**WHAT IS BEING ASKED**
Return every line below exactly, leaving nothing out.

#### GIVEN RECORDS

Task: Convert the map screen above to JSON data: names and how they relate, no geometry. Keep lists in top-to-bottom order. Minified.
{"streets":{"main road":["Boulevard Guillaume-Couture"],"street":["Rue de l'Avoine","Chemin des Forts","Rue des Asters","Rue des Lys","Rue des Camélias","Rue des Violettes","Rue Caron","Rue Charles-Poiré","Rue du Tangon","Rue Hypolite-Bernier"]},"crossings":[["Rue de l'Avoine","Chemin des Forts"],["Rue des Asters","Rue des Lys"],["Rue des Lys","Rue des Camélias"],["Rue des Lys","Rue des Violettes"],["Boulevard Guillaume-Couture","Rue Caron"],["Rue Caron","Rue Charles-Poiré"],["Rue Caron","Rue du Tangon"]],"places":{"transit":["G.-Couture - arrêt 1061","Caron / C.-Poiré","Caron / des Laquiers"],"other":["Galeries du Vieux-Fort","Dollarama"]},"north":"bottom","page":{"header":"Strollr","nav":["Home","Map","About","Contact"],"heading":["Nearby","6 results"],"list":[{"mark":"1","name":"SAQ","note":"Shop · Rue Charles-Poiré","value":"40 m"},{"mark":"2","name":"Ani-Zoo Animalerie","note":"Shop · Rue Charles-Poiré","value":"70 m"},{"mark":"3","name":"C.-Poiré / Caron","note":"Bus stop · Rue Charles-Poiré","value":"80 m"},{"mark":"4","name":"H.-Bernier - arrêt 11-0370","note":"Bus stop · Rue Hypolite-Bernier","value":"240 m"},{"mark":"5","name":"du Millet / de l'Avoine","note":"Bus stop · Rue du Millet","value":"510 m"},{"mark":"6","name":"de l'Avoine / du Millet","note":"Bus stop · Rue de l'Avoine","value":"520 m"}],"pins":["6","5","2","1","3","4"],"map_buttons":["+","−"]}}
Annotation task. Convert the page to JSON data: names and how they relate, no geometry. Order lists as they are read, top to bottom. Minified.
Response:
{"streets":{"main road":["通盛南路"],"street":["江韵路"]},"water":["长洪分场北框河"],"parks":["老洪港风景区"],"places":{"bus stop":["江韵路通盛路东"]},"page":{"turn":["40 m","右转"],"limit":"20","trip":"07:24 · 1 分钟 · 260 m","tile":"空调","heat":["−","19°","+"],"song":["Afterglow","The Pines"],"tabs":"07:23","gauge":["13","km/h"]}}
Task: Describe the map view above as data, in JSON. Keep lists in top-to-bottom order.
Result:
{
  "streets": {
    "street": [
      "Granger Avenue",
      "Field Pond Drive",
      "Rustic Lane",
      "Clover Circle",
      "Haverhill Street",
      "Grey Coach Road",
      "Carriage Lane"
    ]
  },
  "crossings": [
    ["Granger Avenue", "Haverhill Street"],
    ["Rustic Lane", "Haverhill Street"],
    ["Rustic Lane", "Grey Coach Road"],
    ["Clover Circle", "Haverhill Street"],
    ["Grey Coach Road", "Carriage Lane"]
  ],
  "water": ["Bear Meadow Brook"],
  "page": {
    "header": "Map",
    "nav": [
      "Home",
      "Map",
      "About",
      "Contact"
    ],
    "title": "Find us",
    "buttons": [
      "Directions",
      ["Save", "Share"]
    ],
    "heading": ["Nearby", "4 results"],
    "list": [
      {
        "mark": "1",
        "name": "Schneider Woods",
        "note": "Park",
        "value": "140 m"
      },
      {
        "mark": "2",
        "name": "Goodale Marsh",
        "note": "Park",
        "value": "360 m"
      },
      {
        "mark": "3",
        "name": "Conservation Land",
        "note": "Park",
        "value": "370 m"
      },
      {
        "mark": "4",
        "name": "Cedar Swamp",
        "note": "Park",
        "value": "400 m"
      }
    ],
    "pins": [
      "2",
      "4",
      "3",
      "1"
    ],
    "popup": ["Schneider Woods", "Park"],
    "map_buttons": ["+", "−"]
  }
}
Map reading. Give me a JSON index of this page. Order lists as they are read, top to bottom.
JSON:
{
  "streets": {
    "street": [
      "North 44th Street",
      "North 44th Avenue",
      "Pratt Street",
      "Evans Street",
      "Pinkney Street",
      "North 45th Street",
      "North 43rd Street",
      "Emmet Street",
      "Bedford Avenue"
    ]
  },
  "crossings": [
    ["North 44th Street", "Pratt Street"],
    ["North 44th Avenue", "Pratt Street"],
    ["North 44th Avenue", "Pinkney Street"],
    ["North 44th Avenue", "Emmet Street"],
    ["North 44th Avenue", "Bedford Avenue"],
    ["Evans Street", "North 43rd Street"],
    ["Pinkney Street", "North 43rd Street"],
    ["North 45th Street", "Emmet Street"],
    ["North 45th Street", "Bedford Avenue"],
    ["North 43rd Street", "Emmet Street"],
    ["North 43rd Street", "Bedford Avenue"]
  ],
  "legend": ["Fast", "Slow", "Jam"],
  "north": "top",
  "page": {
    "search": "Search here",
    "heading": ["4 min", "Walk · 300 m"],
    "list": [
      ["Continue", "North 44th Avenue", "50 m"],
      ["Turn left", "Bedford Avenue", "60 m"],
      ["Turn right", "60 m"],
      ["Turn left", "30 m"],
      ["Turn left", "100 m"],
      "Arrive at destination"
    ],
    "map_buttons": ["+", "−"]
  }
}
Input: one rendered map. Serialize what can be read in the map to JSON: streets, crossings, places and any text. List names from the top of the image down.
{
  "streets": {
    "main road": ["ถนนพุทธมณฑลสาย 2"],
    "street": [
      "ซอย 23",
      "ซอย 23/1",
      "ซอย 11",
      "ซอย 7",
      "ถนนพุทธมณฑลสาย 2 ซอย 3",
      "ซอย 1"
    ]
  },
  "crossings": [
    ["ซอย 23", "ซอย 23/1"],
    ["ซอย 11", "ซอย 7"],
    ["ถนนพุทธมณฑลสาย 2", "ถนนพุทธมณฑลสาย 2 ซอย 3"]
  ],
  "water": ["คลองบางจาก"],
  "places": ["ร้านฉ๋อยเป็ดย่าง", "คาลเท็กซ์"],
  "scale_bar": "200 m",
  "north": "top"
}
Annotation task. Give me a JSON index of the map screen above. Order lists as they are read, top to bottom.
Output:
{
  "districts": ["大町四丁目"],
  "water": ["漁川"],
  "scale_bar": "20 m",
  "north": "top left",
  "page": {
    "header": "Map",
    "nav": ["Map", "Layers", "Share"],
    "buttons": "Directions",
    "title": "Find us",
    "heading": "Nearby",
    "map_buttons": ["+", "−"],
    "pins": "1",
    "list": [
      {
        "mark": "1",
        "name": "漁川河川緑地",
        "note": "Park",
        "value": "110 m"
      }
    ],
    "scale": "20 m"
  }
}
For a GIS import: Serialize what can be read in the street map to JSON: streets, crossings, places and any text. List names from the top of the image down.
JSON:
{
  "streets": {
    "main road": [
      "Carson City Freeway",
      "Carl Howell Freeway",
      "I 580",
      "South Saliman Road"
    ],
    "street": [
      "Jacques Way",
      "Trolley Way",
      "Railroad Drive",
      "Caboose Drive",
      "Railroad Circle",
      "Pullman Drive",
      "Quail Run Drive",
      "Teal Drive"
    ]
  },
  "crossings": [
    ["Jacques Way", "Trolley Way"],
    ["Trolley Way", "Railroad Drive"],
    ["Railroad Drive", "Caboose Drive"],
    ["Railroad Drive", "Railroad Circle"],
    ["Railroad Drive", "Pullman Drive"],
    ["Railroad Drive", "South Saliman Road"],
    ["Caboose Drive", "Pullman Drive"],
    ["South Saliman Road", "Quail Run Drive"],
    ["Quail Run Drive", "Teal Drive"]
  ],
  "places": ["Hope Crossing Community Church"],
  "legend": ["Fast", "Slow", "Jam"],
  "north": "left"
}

########

**RESPONSE BELOW**
Task: Convert the map screen above to JSON data: names and how they relate, no geometry. Keep lists in top-to-bottom order. Minified.
{"streets":{"main road":["Boulevard Guillaume-Couture"],"street":["Rue de l'Avoine","Chemin des Forts","Rue des Asters","Rue des Lys","Rue des Camélias","Rue des Violettes","Rue Caron","Rue Charles-Poiré","Rue du Tangon","Rue Hypolite-Bernier"]},"crossings":[["Rue de l'Avoine","Chemin des Forts"],["Rue des Asters","Rue des Lys"],["Rue des Lys","Rue des Camélias"],["Rue des Lys","Rue des Violettes"],["Boulevard Guillaume-Couture","Rue Caron"],["Rue Caron","Rue Charles-Poiré"],["Rue Caron","Rue du Tangon"]],"places":{"transit":["G.-Couture - arrêt 1061","Caron / C.-Poiré","Caron / des Laquiers"],"other":["Galeries du Vieux-Fort","Dollarama"]},"north":"bottom","page":{"header":"Strollr","nav":["Home","Map","About","Contact"],"heading":["Nearby","6 results"],"list":[{"mark":"1","name":"SAQ","note":"Shop · Rue Charles-Poiré","value":"40 m"},{"mark":"2","name":"Ani-Zoo Animalerie","note":"Shop · Rue Charles-Poiré","value":"70 m"},{"mark":"3","name":"C.-Poiré / Caron","note":"Bus stop · Rue Charles-Poiré","value":"80 m"},{"mark":"4","name":"H.-Bernier - arrêt 11-0370","note":"Bus stop · Rue Hypolite-Bernier","value":"240 m"},{"mark":"5","name":"du Millet / de l'Avoine","note":"Bus stop · Rue du Millet","value":"510 m"},{"mark":"6","name":"de l'Avoine / du Millet","note":"Bus stop · Rue de l'Avoine","value":"520 m"}],"pins":["6","5","2","1","3","4"],"map_buttons":["+","−"]}}
Annotation task. Convert the page to JSON data: names and how they relate, no geometry. Order lists as they are read, top to bottom. Minified.
Response:
{"streets":{"main road":["通盛南路"],"street":["江韵路"]},"water":["长洪分场北框河"],"parks":["老洪港风景区"],"places":{"bus stop":["江韵路通盛路东"]},"page":{"turn":["40 m","右转"],"limit":"20","trip":"07:24 · 1 分钟 · 260 m","tile":"空调","heat":["−","19°","+"],"song":["Afterglow","The Pines"],"tabs":"07:23","gauge":["13","km/h"]}}
Task: Describe the map view above as data, in JSON. Keep lists in top-to-bottom order.
Result:
{
  "streets": {
    "street": [
      "Granger Avenue",
      "Field Pond Drive",
      "Rustic Lane",
      "Clover Circle",
      "Haverhill Street",
      "Grey Coach Road",
      "Carriage Lane"
    ]
  },
  "crossings": [
    ["Granger Avenue", "Haverhill Street"],
    ["Rustic Lane", "Haverhill Street"],
    ["Rustic Lane", "Grey Coach Road"],
    ["Clover Circle", "Haverhill Street"],
    ["Grey Coach Road", "Carriage Lane"]
  ],
  "water": ["Bear Meadow Brook"],
  "page": {
    "header": "Map",
    "nav": [
      "Home",
      "Map",
      "About",
      "Contact"
    ],
    "title": "Find us",
    "buttons": [
      "Directions",
      ["Save", "Share"]
    ],
    "heading": ["Nearby", "4 results"],
    "list": [
      {
        "mark": "1",
        "name": "Schneider Woods",
        "note": "Park",
        "value": "140 m"
      },
      {
        "mark": "2",
        "name": "Goodale Marsh",
        "note": "Park",
        "value": "360 m"
      },
      {
        "mark": "3",
        "name": "Conservation Land",
        "note": "Park",
        "value": "370 m"
      },
      {
        "mark": "4",
        "name": "Cedar Swamp",
        "note": "Park",
        "value": "400 m"
      }
    ],
    "pins": [
      "2",
      "4",
      "3",
      "1"
    ],
    "popup": ["Schneider Woods", "Park"],
    "map_buttons": ["+", "−"]
  }
}
Map reading. Give me a JSON index of this page. Order lists as they are read, top to bottom.
JSON:
{
  "streets": {
    "street": [
      "North 44th Street",
      "North 44th Avenue",
      "Pratt Street",
      "Evans Street",
      "Pinkney Street",
      "North 45th Street",
      "North 43rd Street",
      "Emmet Street",
      "Bedford Avenue"
    ]
  },
  "crossings": [
    ["North 44th Street", "Pratt Street"],
    ["North 44th Avenue", "Pratt Street"],
    ["North 44th Avenue", "Pinkney Street"],
    ["North 44th Avenue", "Emmet Street"],
    ["North 44th Avenue", "Bedford Avenue"],
    ["Evans Street", "North 43rd Street"],
    ["Pinkney Street", "North 43rd Street"],
    ["North 45th Street", "Emmet Street"],
    ["North 45th Street", "Bedford Avenue"],
    ["North 43rd Street", "Emmet Street"],
    ["North 43rd Street", "Bedford Avenue"]
  ],
  "legend": ["Fast", "Slow", "Jam"],
  "north": "top",
  "page": {
    "search": "Search here",
    "heading": ["4 min", "Walk · 300 m"],
    "list": [
      ["Continue", "North 44th Avenue", "50 m"],
      ["Turn left", "Bedford Avenue", "60 m"],
      ["Turn right", "60 m"],
      ["Turn left", "30 m"],
      ["Turn left", "100 m"],
      "Arrive at destination"
    ],
    "map_buttons": ["+", "−"]
  }
}
Input: one rendered map. Serialize what can be read in the map to JSON: streets, crossings, places and any text. List names from the top of the image down.
{
  "streets": {
    "main road": ["ถนนพุทธมณฑลสาย 2"],
    "street": [
      "ซอย 23",
      "ซอย 23/1",
      "ซอย 11",
      "ซอย 7",
      "ถนนพุทธมณฑลสาย 2 ซอย 3",
      "ซอย 1"
    ]
  },
  "crossings": [
    ["ซอย 23", "ซอย 23/1"],
    ["ซอย 11", "ซอย 7"],
    ["ถนนพุทธมณฑลสาย 2", "ถนนพุทธมณฑลสาย 2 ซอย 3"]
  ],
  "water": ["คลองบางจาก"],
  "places": ["ร้านฉ๋อยเป็ดย่าง", "คาลเท็กซ์"],
  "scale_bar": "200 m",
  "north": "top"
}
Annotation task. Give me a JSON index of the map screen above. Order lists as they are read, top to bottom.
Output:
{
  "districts": ["大町四丁目"],
  "water": ["漁川"],
  "scale_bar": "20 m",
  "north": "top left",
  "page": {
    "header": "Map",
    "nav": ["Map", "Layers", "Share"],
    "buttons": "Directions",
    "title": "Find us",
    "heading": "Nearby",
    "map_buttons": ["+", "−"],
    "pins": "1",
    "list": [
      {
        "mark": "1",
        "name": "漁川河川緑地",
        "note": "Park",
        "value": "110 m"
      }
    ],
    "scale": "20 m"
  }
}
For a GIS import: Serialize what can be read in the street map to JSON: streets, crossings, places and any text. List names from the top of the image down.
JSON:
{
  "streets": {
    "main road": [
      "Carson City Freeway",
      "Carl Howell Freeway",
      "I 580",
      "South Saliman Road"
    ],
    "street": [
      "Jacques Way",
      "Trolley Way",
      "Railroad Drive",
      "Caboose Drive",
      "Railroad Circle",
      "Pullman Drive",
      "Quail Run Drive",
      "Teal Drive"
    ]
  },
  "crossings": [
    ["Jacques Way", "Trolley Way"],
    ["Trolley Way", "Railroad Drive"],
    ["Railroad Drive", "Caboose Drive"],
    ["Railroad Drive", "Railroad Circle"],
    ["Railroad Drive", "Pullman Drive"],
    ["Railroad Drive", "South Saliman Road"],
    ["Caboose Drive", "Pullman Drive"],
    ["South Saliman Road", "Quail Run Drive"],
    ["Quail Run Drive", "Teal Drive"]
  ],
  "places": ["Hope Crossing Community Church"],
  "legend": ["Fast", "Slow", "Jam"],
  "north": "left"
}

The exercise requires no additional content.